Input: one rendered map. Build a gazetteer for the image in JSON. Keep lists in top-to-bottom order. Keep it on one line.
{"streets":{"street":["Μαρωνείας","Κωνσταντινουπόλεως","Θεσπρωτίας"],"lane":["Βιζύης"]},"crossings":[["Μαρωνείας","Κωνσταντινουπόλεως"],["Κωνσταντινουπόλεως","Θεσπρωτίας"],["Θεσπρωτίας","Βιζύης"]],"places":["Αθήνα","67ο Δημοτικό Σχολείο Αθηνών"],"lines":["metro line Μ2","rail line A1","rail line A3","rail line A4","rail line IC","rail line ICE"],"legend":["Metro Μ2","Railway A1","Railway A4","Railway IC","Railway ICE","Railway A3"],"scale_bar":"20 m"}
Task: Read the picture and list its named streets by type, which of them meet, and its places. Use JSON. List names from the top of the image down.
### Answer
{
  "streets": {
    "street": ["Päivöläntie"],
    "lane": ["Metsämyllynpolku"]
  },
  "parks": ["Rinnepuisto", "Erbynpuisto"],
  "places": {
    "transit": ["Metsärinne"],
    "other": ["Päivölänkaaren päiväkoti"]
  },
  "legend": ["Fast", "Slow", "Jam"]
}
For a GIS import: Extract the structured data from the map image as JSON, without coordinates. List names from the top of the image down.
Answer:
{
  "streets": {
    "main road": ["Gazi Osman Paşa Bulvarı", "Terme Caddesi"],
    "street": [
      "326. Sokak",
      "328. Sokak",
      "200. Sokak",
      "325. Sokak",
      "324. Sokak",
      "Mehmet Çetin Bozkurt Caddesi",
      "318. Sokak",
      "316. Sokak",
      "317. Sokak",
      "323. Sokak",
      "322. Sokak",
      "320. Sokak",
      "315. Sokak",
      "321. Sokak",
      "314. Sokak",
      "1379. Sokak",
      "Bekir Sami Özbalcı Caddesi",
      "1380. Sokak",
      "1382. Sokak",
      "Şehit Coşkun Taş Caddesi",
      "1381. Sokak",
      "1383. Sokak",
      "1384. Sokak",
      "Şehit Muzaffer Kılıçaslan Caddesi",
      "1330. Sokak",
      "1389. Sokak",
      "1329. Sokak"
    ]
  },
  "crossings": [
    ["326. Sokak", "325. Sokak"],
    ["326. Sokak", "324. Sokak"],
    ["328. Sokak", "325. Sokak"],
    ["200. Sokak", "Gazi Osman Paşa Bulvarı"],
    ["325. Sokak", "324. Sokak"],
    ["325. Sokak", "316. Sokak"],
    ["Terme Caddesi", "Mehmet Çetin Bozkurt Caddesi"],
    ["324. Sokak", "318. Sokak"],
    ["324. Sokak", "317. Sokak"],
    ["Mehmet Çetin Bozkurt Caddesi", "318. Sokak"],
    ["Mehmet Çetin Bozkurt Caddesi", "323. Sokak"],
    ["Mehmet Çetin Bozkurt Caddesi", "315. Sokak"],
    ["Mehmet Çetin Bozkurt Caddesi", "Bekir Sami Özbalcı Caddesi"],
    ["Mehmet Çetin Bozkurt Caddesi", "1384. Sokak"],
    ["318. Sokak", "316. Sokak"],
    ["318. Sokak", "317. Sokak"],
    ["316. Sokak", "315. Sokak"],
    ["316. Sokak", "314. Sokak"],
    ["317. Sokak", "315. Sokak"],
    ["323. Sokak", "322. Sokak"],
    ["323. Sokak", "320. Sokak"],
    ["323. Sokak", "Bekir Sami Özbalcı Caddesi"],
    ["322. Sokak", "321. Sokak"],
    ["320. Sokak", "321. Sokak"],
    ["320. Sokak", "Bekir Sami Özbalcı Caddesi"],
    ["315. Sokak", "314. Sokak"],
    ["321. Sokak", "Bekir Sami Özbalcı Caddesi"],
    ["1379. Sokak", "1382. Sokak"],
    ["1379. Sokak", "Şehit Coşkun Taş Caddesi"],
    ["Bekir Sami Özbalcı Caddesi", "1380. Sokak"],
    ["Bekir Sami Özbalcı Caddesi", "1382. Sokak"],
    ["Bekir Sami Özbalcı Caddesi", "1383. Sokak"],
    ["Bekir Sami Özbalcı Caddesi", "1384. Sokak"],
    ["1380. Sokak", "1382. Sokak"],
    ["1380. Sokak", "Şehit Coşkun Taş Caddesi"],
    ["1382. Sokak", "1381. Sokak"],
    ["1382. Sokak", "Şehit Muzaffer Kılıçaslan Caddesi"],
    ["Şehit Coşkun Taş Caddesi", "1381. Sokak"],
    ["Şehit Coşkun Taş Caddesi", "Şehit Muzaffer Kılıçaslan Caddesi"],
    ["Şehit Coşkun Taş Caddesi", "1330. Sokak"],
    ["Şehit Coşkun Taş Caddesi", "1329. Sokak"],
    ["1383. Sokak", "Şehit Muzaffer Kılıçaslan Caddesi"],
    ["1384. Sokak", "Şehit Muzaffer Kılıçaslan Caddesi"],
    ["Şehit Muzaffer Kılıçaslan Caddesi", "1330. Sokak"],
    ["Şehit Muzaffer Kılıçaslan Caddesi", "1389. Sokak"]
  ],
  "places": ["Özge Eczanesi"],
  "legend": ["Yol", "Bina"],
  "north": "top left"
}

▸ Problem requirements: As the answer, set down only the lines from the data above between the one holding "Task: Read the" and the one holding "For a GIS import: Extract", inclusive, exactly as they read.

▸ Result:
Task: Read the picture and list its named streets by type, which of them meet, and its places. Use JSON. List names from the top of the image down.
### Answer
{
  "streets": {
    "street": ["Päivöläntie"],
    "lane": ["Metsämyllynpolku"]
  },
  "parks": ["Rinnepuisto", "Erbynpuisto"],
  "places": {
    "transit": ["Metsärinne"],
    "other": ["Päivölänkaaren päiväkoti"]
  },
  "legend": ["Fast", "Slow", "Jam"]
}
For a GIS import: Extract the structured data from the map image as JSON, without coordinates. List names from the top of the image down.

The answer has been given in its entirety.